I had a vivid imagination as a kid, in a way that is a lot harder to maintain once you get older and have to devote more and more mental space to the rest of the world. I wasn’t lonely, but I spent quite a bit of time alone. This wasn’t a matter of deprivation at all — I had plenty of friends in the neighborhood, and was typically active, at least as much as a nerdy introvert who didn’t like sports was likely to be. I guess perhaps it feels like I spent so much time alone just because that time was creatively rich.
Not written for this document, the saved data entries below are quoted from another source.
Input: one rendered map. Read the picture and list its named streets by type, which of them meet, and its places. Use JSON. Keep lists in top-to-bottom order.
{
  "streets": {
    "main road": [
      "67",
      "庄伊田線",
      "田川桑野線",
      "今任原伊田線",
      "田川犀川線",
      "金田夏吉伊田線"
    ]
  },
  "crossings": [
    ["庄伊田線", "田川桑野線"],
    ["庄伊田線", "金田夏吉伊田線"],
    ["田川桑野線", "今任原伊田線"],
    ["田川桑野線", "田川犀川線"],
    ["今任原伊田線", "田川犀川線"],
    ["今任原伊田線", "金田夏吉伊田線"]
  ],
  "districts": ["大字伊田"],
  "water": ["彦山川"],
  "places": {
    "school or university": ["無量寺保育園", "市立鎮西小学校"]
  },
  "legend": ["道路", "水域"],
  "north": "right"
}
I invented characters and worlds, built spaceships and house out of boxes and styrofoam packing inserts and Lego and odds and ends. I collected action figures, but ignored who they were “supposed” to be and made them into new characters. Before 1977 my cast was primarily made of Fisher-Price Adventure People, but after 1977, well:
…there was really no other competition.
This was my cast. What I did with them was a free-for-all mix of everything I soaked up and remixed from Star Wars, other sci-fi, comic books, and elsewhere, but it was definitely these first-generation figures with their stiff arms and legs, soft-focus faces, and colorfully distinct looks that became the physical raw material of my imaginary universe.
I love these photographs from Rather Childish so much because they capture that sense of how these little carefully marketed figures turned into such vivid characters in my imagination. The photos are so affectionate and so filled with drama! They portray that layer of wonder that I added — and I guess most kids add — to the bits of plastic I saw and held in my little hands.